Wishbone suspension at the front, multiple arms at the rear, carefully reinforced and soundproofed chassis, this chassis has, on paper, nothing to envy to that designed by the elite manufacturers that Mazda intends to join in the coming.
In this regard, like the current CX-30 and CX-50, the future CX-70 and CX-90 (designated successors of the CX-9) aim to elevate the brand to the rank of top of the range.
A taste of tomorrow
During our test, which included all types of roads, the overall consumption was displayed at 7.6 L per 100 km and the machine can reach 100 km / h under the bar of 6 s. Do not attach too much importance to this data. This model was adapted to European specificities. In North America, this engine will not only have to move larger and heavier vehicles (CX-70 and CX-90), but will also be subject to certain adjustments to meet legislative and commercial specificities. And that’s good. Indeed, during this test, the transition between the two power units (petrol and electric) was not only noticeable, but audible as well. Asked about this, the brand’s managers admit having recognized the problem (related to the sensors) and indicate that the correction will be made to the production models.
Let’s sweep away the dichotomy between the two engines for a moment to discuss the dynamic qualities of the chassis.
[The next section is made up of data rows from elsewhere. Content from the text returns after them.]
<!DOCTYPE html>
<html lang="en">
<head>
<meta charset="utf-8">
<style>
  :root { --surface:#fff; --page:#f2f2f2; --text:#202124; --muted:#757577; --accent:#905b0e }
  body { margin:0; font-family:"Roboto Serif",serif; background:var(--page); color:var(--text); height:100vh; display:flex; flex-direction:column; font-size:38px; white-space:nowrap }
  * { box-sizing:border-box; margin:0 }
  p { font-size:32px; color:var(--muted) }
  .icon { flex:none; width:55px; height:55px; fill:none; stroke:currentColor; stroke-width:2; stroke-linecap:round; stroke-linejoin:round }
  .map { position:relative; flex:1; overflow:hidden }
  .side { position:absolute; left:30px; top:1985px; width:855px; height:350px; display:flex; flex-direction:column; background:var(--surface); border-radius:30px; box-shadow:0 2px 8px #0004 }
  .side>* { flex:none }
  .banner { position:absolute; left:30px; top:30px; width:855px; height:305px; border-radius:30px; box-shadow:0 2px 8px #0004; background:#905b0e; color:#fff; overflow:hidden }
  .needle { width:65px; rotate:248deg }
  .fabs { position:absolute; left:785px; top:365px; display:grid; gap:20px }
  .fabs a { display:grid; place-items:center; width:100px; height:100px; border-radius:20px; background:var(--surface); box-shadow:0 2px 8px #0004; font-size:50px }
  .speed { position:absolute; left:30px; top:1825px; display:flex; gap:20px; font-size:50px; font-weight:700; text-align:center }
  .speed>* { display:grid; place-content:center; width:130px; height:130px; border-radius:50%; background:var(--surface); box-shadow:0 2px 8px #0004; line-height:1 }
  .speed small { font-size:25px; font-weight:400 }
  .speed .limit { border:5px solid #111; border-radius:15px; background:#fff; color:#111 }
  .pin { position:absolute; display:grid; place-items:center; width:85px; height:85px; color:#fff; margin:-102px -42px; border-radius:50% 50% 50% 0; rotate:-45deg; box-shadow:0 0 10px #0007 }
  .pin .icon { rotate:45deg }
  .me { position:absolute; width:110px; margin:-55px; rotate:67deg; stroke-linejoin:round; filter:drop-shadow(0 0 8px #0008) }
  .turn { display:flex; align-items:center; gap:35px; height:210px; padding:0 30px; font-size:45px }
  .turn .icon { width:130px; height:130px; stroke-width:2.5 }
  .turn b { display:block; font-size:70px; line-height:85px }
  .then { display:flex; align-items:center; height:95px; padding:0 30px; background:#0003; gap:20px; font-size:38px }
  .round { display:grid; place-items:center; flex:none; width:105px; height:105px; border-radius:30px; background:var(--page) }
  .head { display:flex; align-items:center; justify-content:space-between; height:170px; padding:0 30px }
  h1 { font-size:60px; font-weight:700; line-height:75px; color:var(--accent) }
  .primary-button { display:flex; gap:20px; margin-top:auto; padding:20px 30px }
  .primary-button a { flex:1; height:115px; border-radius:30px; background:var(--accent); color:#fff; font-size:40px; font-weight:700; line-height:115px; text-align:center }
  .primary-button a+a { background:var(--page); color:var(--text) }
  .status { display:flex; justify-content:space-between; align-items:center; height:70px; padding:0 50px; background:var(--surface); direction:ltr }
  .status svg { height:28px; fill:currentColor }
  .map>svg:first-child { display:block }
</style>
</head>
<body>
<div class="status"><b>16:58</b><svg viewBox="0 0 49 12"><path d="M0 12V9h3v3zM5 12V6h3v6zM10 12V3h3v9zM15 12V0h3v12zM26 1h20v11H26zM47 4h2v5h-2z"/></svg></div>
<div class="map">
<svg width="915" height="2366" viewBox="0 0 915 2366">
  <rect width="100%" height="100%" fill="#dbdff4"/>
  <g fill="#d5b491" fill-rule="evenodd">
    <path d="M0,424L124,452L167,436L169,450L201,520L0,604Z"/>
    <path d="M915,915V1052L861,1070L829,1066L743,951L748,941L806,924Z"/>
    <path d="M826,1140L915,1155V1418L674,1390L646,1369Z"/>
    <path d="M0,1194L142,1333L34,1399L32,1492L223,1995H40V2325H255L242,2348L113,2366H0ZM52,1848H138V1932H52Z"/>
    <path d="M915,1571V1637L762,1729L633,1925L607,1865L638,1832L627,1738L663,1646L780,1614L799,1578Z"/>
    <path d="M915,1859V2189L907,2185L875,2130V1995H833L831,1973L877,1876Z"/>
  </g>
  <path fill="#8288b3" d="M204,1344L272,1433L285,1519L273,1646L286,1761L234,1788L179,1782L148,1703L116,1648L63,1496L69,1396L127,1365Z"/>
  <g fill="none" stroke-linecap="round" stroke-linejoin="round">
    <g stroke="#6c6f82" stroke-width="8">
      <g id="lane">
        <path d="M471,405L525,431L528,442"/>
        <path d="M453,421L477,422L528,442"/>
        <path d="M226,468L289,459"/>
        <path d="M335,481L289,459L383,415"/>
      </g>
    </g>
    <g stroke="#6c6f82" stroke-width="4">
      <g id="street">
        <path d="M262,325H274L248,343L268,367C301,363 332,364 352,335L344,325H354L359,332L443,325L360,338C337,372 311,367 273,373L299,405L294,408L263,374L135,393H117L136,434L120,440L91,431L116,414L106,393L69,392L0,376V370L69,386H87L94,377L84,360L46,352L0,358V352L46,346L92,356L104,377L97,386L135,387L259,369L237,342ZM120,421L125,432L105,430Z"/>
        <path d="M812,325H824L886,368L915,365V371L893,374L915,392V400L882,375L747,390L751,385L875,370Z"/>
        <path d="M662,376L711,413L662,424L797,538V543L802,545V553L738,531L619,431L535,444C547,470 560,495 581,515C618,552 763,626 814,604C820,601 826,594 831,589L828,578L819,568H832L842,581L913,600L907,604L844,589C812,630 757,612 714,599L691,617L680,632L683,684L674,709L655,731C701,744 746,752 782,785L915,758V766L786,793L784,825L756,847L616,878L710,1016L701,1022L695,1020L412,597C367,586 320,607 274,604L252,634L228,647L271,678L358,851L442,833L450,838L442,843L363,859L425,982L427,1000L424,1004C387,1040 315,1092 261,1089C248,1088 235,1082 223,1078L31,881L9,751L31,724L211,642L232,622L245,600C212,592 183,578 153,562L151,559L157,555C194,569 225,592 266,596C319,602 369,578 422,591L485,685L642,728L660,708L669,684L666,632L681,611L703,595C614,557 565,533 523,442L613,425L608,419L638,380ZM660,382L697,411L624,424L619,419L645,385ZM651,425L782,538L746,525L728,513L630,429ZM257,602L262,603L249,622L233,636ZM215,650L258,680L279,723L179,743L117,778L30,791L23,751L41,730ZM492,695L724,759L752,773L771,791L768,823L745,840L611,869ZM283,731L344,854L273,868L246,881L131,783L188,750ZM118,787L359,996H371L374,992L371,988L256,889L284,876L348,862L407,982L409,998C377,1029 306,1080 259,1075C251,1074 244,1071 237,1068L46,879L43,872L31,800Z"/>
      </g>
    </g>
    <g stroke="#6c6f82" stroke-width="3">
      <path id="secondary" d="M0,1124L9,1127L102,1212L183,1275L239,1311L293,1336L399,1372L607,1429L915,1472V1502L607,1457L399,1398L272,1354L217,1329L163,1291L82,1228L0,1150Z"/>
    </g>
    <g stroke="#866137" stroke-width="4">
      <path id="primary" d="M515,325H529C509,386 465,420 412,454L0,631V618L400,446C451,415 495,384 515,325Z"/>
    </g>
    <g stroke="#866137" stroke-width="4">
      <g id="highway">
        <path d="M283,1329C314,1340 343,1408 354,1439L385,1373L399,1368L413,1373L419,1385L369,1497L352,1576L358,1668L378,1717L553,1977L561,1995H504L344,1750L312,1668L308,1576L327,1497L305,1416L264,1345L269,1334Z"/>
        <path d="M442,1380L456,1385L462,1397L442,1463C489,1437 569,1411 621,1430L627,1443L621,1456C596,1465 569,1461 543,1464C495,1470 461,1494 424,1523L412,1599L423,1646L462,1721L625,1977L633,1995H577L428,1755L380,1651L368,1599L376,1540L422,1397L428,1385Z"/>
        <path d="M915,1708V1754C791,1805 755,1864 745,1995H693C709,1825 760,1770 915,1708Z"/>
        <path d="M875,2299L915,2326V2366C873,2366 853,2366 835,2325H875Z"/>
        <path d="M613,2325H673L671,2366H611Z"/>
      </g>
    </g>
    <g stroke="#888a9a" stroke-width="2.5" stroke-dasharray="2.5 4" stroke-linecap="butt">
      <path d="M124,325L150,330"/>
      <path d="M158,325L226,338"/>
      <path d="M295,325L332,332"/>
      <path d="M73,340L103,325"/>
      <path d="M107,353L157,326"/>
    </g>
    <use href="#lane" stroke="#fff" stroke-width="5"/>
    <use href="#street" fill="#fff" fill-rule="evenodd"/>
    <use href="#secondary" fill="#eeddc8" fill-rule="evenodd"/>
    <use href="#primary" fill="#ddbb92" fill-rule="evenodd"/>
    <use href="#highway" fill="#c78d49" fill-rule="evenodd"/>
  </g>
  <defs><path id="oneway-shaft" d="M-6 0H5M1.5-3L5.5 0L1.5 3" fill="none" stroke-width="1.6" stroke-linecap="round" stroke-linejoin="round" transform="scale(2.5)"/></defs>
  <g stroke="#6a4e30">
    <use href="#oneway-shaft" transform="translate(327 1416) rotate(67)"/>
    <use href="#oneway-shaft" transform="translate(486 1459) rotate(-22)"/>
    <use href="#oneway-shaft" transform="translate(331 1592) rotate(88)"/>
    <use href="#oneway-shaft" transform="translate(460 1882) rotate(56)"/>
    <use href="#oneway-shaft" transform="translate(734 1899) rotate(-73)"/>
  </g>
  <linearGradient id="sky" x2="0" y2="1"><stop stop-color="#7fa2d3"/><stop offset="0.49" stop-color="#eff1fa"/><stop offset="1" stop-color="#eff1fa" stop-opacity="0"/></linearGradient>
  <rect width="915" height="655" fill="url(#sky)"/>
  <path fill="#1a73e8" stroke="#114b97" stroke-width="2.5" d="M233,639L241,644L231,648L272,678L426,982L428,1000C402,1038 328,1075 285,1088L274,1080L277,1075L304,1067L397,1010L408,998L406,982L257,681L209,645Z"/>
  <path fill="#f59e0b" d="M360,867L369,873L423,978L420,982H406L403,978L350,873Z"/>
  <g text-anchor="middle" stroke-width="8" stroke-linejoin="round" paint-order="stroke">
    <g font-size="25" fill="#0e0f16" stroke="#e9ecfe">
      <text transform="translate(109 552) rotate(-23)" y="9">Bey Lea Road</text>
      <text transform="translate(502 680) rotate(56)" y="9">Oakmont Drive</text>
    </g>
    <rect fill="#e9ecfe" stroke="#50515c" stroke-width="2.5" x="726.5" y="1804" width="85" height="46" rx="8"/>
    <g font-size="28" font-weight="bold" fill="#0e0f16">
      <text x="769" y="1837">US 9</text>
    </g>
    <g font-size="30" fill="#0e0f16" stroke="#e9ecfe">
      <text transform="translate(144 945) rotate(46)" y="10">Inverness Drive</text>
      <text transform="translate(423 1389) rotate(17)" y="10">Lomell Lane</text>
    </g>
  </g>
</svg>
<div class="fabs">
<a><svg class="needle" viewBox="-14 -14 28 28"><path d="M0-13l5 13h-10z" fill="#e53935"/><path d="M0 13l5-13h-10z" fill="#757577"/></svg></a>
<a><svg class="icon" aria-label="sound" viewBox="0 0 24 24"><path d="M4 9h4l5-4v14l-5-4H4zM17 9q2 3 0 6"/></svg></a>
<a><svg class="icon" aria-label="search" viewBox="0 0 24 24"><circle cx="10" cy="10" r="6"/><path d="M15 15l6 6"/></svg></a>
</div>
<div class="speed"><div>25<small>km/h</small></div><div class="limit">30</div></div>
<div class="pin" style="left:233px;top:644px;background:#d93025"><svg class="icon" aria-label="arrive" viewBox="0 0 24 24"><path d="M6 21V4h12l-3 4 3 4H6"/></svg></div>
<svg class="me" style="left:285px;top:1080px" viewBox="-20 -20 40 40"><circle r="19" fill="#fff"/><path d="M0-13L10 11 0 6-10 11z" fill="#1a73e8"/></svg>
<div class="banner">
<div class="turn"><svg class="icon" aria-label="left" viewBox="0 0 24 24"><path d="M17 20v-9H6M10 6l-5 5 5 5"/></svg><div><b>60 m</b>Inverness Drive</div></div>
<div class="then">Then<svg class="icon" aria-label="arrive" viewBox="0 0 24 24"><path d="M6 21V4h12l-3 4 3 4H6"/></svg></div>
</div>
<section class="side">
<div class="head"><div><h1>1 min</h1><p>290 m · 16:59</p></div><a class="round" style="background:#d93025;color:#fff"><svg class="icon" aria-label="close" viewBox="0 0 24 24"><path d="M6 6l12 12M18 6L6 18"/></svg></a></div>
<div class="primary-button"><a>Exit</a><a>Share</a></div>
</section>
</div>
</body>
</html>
These are surprising to say the least, starting with an incredibly stable attitude, rather considerate suspensions, even when shod with 20-inch tires, and precise steering, although a tad too heavy. Like the whole vehicle, by the way. We also note the silent ride and the excellent driving position. The latter is automatically adjusted using a complex algorithm.
Let’s summarize now. The e-Skyactiv technology will generate a very real gain in consumption, but probably insufficient to hope to halt the slow decline of the internal combustion engine. Excluding electrification, no salvation.
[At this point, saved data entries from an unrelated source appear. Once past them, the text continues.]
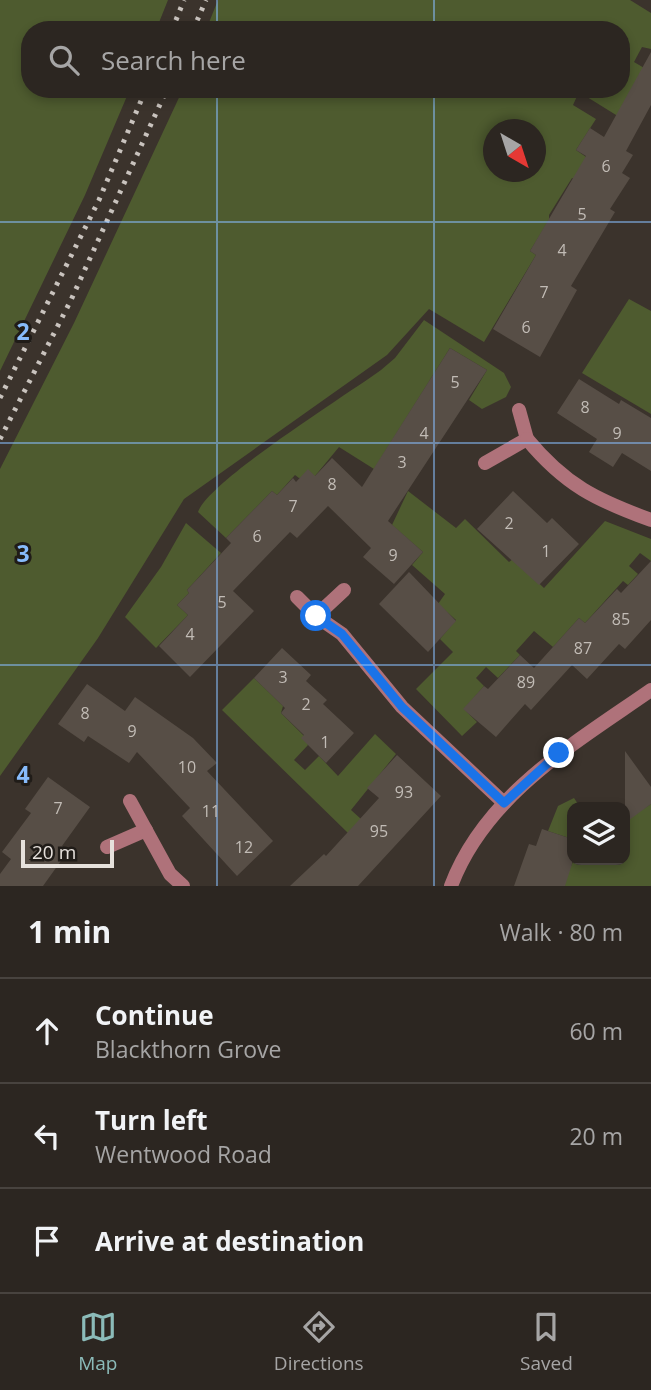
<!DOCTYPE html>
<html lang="en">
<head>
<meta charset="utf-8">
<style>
	:root { --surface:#2c2621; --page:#342e2a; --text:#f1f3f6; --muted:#a6a5a5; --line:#48433f; --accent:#8bbbb9 }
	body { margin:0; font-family:"Open Sans",sans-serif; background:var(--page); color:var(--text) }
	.controls { position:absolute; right:21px; bottom:21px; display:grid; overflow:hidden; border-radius:14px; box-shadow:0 4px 10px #0003 }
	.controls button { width:63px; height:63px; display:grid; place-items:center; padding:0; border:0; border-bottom:2px solid var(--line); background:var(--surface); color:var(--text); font:35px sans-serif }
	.compass { position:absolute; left:483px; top:119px; width:63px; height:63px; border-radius:50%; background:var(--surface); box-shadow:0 4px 10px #0003; rotate:141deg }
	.scale { position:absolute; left:21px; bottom:18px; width:93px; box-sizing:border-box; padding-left:7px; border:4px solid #e6e1dc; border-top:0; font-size:19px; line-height:24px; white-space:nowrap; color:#e6e1dc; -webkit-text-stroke:5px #201c18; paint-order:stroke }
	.stop { position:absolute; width:21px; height:21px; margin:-16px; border:5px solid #1a73e8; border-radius:50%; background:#fff }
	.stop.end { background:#1a73e8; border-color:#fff; box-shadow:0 2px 7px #0008 }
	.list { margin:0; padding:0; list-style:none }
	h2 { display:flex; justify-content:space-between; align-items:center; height:91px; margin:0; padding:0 28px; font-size:30px }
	h2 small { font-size:23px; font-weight:400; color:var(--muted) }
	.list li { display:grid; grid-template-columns:46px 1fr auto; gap:21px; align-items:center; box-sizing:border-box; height:105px; padding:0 28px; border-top:2px solid var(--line) }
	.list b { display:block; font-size:26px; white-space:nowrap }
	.list p { margin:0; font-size:23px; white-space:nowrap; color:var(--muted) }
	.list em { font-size:23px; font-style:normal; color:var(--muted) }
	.icon { flex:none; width:38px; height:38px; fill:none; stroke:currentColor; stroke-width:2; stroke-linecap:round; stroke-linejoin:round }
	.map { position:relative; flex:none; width:651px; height:886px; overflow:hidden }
	.search { position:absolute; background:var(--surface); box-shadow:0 4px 10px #0003; left:21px; right:21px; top:21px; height:77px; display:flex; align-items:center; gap:18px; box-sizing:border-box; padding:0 24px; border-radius:28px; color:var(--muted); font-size:26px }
	.sheet { height:406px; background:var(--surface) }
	nav { display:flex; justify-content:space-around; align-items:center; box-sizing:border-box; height:98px; border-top:2px solid var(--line); background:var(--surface); font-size:19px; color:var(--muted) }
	nav a { display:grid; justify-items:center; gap:4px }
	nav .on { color:var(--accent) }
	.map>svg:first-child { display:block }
	.green { fill:#4e5b2f; fill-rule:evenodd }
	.building { fill:#574e46 }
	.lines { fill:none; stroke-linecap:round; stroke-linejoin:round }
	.service { stroke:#af727a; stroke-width:14 }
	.minor { stroke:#af727a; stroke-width:14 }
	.rail { stroke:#c9c3be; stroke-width:5; stroke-dasharray:3.5 7; stroke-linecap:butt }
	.route { stroke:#1a73e8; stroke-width:9 }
	.grid { fill:none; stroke:#87bbfb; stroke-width:2; stroke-opacity:0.55 }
	.labels { text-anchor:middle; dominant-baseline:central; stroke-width:6; stroke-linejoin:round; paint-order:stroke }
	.number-label { font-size:16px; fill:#c2bcb6 }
	.grid-label { font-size:23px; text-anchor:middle; font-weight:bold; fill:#87bbfb; stroke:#201c18; stroke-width:6; stroke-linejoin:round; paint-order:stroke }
</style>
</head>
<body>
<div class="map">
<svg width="651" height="886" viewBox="0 0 651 886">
	<rect width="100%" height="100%" fill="#3b332c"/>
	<g class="green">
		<path d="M0 0H168L156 30H30V89H130L85 195 0 371Z"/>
		<path d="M218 0H630L651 13V49L642 47 634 62 651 72 628 109 644 117 637 128 579 92 573 105 596 119 576 150 589 159 576 180 572 178 549 215V220L530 251 536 255 484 342 429 309 387 355 184 499 98 638 0 776V469L74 323 183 89H621V30H206ZM494 130H536V172H494Z"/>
		<path d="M629 299 651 311V414L582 373Z"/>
		<path d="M424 320 504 373 511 387 506 397 482 409 469 400 487 370 450 348 374 469 339 447 315 476 299 478 295 475 277 495 272 491 226 538 198 512C210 480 345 396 381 370L395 358Z"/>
		<path d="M408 491 456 528 465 519 509 562 513 559 544 588 605 521 651 539V561L640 553 629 566 638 574 628 585 623 581 585 623 579 618 553 647 534 631 516 651 520 655 498 678 486 667 476 678 484 686 464 709 477 722 462 736 416 689 453 652 440 639 456 620 438 604 445 594 412 565 423 552 392 525Z"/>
		<path d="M186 523 221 553 187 590 189 593 177 605 188 615 156 648 125 617 161 567Z"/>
		<path d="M254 678 283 706 281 713 304 736 308 745 294 760 305 770 319 756 338 776 375 734 396 754 351 810 361 819 348 833 222 710Z"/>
		<path d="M574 798 580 807H572V839L548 831 558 806Z"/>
		<path d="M651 804V886H565L563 863 571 866 574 860H625V821Z"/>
	</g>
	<g class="building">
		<path d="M651 52V105L626 151 633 155 622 173 630 178 610 209 615 212 571 286 577 290 540 357 493 329 536 255 530 251 586 156 576 150 590 128 604 137Z"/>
		<path d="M450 348 487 370 388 521 423 552 394 584 363 557 371 548 328 506 297 538 290 532 233 591 254 611 190 677 159 646 188 615 177 605 189 593 187 590 231 543 226 538 272 491 277 495 293 478 296 482 308 469 315 476 332 458 362 487Z"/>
		<path d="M579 379 619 404 621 400 651 418V471L622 453 613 467 589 452 597 439 557 413Z"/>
		<path d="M513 491 547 523 552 518 579 544 539 585 477 529Z"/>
		<path d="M651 561V620L625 649 619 644 587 679 572 665 531 710 525 704 496 737 463 709 484 686 488 689 520 655 534 668 579 618 585 623 617 589 621 593Z"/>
		<path d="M409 572 456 621 428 652 379 604Z"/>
		<path d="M282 648 311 675 306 681 327 700 323 704 354 733 326 763 301 738 304 735 281 713 285 708 254 678Z"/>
		<path d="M87 684 125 711 135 697 193 738 217 763 207 771 273 841 237 876 182 816 190 808 137 752 129 763 88 736 84 742 58 724Z"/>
		<path d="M625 751 651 787V804L625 823Z"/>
		<path d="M397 755 441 796 358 886H290L324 854 326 856 379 798 367 788Z"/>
		<path d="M48 777 90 807 62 846 68 851 43 886H0V874L11 859 2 852 31 813 25 809Z"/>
		<path d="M542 829 572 839V864L565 886H514L529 844 536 846Z"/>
	</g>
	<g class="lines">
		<g class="service">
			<path d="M485 463 527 439 519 410"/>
			<path d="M316 616 344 590"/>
			<path d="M107 847 146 830"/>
		</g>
		<g class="minor">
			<path d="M527 439C565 485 596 500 651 520"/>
			<path d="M297 597 316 616 342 634 402 707 504 803"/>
			<path d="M130 801 170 874 183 886"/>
			<path d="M451 886C485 795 575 743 651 690"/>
		</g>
		<g class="rail">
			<path d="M172 30 184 0"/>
			<path d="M193 30 206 0"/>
			<path d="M0 398 99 200 146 89"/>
			<path d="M0 439 71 300 167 89"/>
		</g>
	</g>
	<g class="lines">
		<path class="route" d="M316 616 342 634 402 707 504 803 559 753"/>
	</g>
	<path class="grid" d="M217 0V30M434 0V30M217 89V886M434 89V886M0 222H651M0 443H651M0 665H651"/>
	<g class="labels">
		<g class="number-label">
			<text x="606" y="166">6</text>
			<text x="582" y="214">5</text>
			<text x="562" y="250">4</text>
			<text x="544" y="292">7</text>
			<text x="526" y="327">6</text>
			<text x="455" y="382">5</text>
			<text x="585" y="407">8</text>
			<text x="424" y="433">4</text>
			<text x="617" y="433">9</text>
			<text x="402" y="462">3</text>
			<text x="332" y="484">8</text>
			<text x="293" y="506">7</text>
			<text x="509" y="523">2</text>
			<text x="257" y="536">6</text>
			<text x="546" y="551">1</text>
			<text x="393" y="555">9</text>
			<text x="222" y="602">5</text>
			<text x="621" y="619">85</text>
			<text x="190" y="634">4</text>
			<text x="583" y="648">87</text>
			<text x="283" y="677">3</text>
			<text x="526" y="682">89</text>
			<text x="306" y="704">2</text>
			<text x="85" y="713">8</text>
			<text x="132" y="731">9</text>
			<text x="325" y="742">1</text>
			<text x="187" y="767">10</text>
			<text x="404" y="792">93</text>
			<text x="58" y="808">7</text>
			<text x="211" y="811">11</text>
			<text x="379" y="831">95</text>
			<text x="244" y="847">12</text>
		</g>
	</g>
	<g class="grid-label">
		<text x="23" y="340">2</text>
		<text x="23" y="562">3</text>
		<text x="23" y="783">4</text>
	</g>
</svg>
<div class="controls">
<button><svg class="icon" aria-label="layers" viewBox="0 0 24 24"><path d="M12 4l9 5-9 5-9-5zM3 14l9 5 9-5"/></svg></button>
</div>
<svg class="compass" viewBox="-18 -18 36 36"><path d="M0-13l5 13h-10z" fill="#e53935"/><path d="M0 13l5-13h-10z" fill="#a6a5a5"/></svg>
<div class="scale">20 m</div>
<div class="stop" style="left:316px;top:616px"></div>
<div class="stop end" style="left:559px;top:753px"></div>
<div class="search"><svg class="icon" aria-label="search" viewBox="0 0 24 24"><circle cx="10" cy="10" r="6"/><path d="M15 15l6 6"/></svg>Search here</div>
</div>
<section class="sheet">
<h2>1 min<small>Walk · 80 m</small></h2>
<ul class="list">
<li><svg class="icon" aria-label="ahead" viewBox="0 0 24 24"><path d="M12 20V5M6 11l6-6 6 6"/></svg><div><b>Continue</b><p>Blackthorn Grove</p></div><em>60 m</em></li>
<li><svg class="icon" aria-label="left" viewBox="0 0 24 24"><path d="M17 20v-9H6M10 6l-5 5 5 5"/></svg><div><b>Turn left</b><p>Wentwood Road</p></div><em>20 m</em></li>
<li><svg class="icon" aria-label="arrive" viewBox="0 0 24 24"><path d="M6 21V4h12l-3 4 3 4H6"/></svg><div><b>Arrive at destination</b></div></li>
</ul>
</section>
<nav>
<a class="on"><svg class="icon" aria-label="map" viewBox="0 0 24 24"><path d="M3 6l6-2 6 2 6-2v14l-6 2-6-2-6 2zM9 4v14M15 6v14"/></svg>Map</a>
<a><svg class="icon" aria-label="directions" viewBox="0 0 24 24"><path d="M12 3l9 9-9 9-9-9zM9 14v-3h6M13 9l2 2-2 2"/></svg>Directions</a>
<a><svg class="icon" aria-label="saved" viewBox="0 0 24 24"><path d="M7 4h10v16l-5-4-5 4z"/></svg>Saved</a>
</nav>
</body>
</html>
The costs of this report were paid by Mazda Canada.
- Trial version: PHEV
- Price range: not applicable
- Visible in dealerships: will not be marketed in Canada
- Consumption: 7.8 L/100 km
- Dynamic behavior
- Ride comfort
- Reduced consumption
We love less
- Imperfect interaction between electric and gasoline thrusters
- Brand that aspires to the elite with a guarantee of “generalist”
- Unnecessarily heavy steering
- Development necessary to seduce local tastes.
The Press will soon publish the test of the following vehicles: Audi Q4 e-Tron, BMW 7 Series, Honda CR-V, Lexus RX and Subaru Outback. If you own one of these vehicles, we would love to hear from you about your experience.
- 2.5L L4 DOHC Hybrid
- 191 hp at 6000 rpm *
- 192 lb-ft of torque at “not available”
- * Combined power with electric power unit: 327 hp
- Weight (minimum-maximum): 1920 kg (with 20″ rims)
- Acceleration (0-100 km/h): 5.8s
- Maximum speed: 200 km/h
- Standard: 8-speed automatic
- Optional: none
- Drive mode: all-wheel drive
- 235/60R18 (standard)
- 225/50R20 (optional)
Tank capacity, recommended gasoline
- Wheelbase: 2870mm
- Length: 4745mm
- Height: 1685mm
- Width: 1890 mm (external mirrors folded)
Wired or wireless
Built in the United States, the CX-50 has nothing to do with the CX-60 which ushers in an entirely new architecture. Never mind, the CX-50 will nevertheless be the first hybrid Mazda marketed in North America, starting in the fall. However, this engine will not be rechargeable as is currently the case with the CX-50, and the hybrid technology comes from Toyota.
Originally, the new longitudinal rear-wheel-drive platform was intended to benefit the future generation of Mazda’s 6 sedan. We know the rest. The success of commercial vehicles all over the world prompted the Japanese brand to revise its plans. In addition to the CX-60, the future CX-70 and CX-90 will also be based on this new architecture.